[Collected data]
====
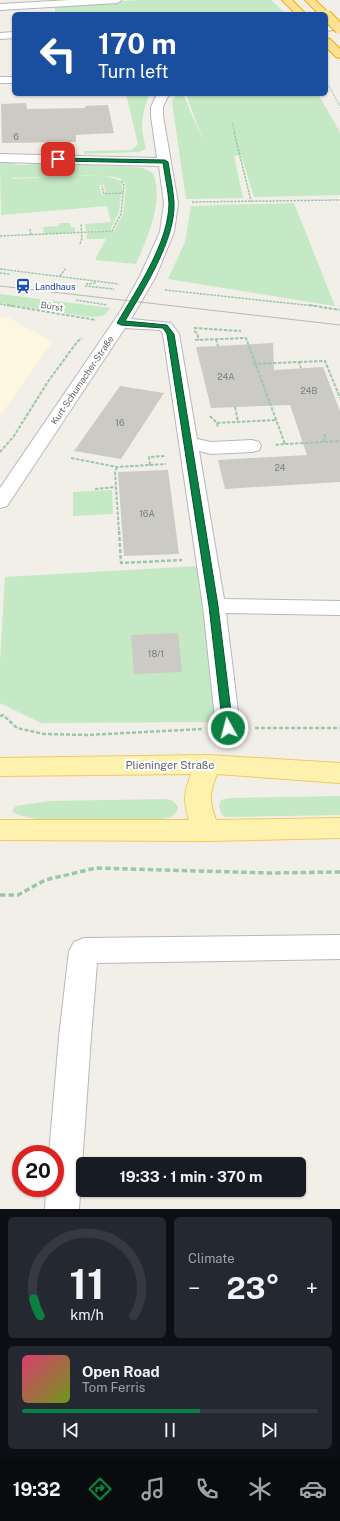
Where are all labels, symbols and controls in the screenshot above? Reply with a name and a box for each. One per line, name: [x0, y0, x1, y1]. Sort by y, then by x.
text: 170 m: [98, 27, 177, 60]
icon: left: [32, 28, 84, 80]
text: Turn left: [98, 61, 168, 82]
house number: 6: [13, 131, 19, 142]
pin: [41, 142, 75, 176]
icon: arrive: [47, 148, 69, 170]
station icon: Landhaus: [14, 277, 32, 295]
place label: Landhaus: [35, 281, 76, 292]
street label: Bürst: [40, 299, 65, 313]
street label: Kurt-Schumacher-Straße: [48, 334, 116, 426]
house number: 24A: [217, 371, 235, 382]
house number: 24B: [300, 385, 318, 396]
house number: 16: [115, 417, 125, 428]
house number: 24: [274, 462, 286, 473]
house number: 16A: [139, 508, 155, 519]
house number: 18/1: [148, 648, 164, 659]
position arrow: [207, 707, 249, 749]
street label: Plieninger Straße: [126, 759, 214, 771]
speed limit sign: 20: [12, 1145, 64, 1197]
text: 19:33 · 1 min · 370 m: [119, 1168, 263, 1185]
text: Climate: [188, 1251, 235, 1266]
text: 11: [69, 1258, 105, 1307]
text: 23°: [226, 1270, 280, 1306]
text: −: [188, 1275, 200, 1301]
text: +: [306, 1275, 318, 1301]
text: km/h: [70, 1305, 104, 1322]
text: Open Road: [82, 1363, 160, 1380]
text: Tom Ferris: [82, 1380, 145, 1395]
icon: previous: [60, 1419, 82, 1441]
icon: pause: [159, 1419, 181, 1441]
icon: next: [258, 1419, 280, 1441]
icon: directions: [86, 1475, 114, 1503]
icon: music: [139, 1475, 167, 1503]
icon: phone: [193, 1475, 221, 1503]
icon: climate: [246, 1475, 274, 1503]
icon: car: [299, 1475, 327, 1503]
text: 19:32: [13, 1479, 61, 1500]

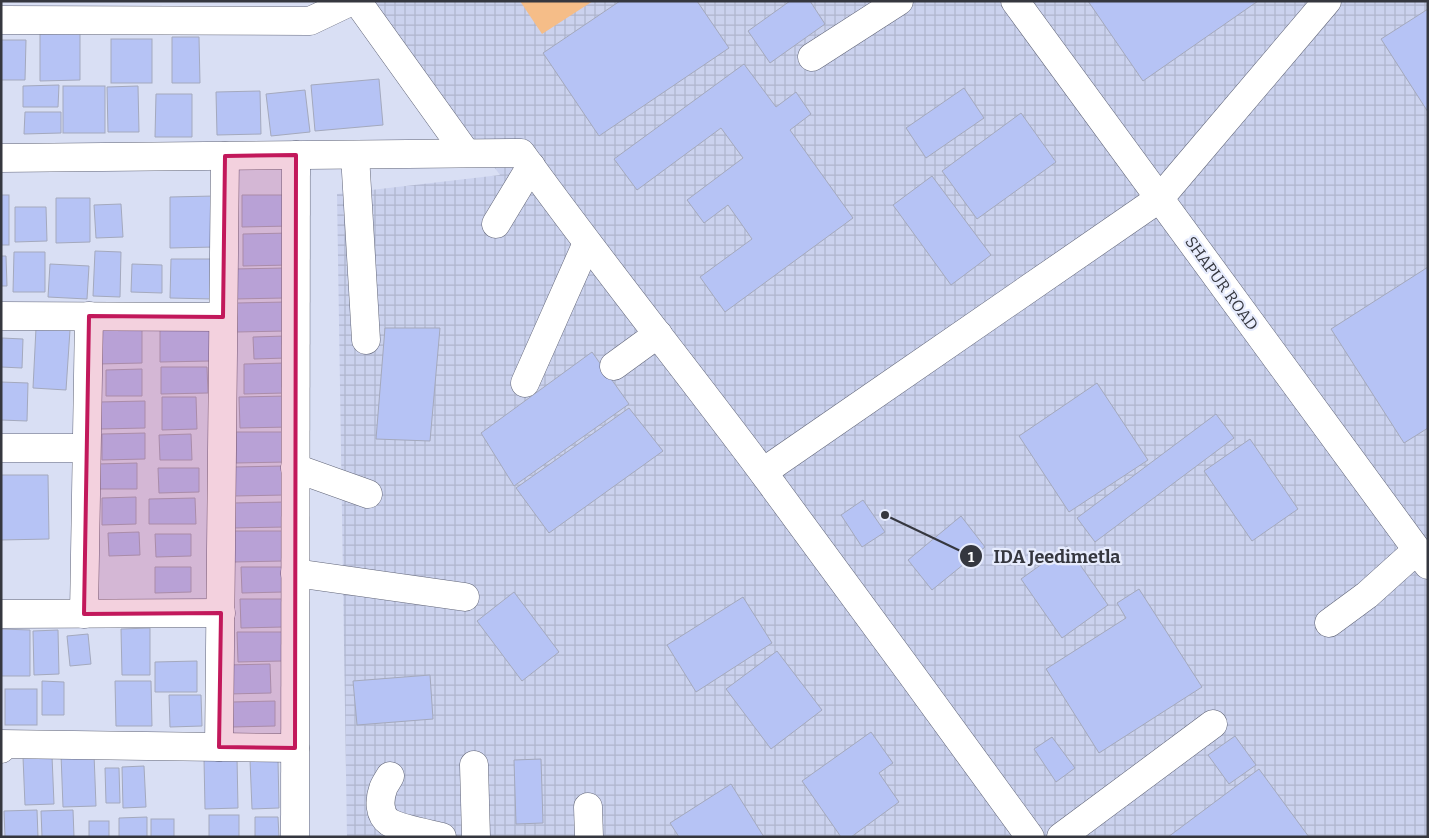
====
◆ **Work required**:
From the data above, pick out each line containing "Landhaus" and copy it.

◆ **Response**:
station icon: Landhaus: [14, 277, 32, 295]
place label: Landhaus: [35, 281, 76, 292]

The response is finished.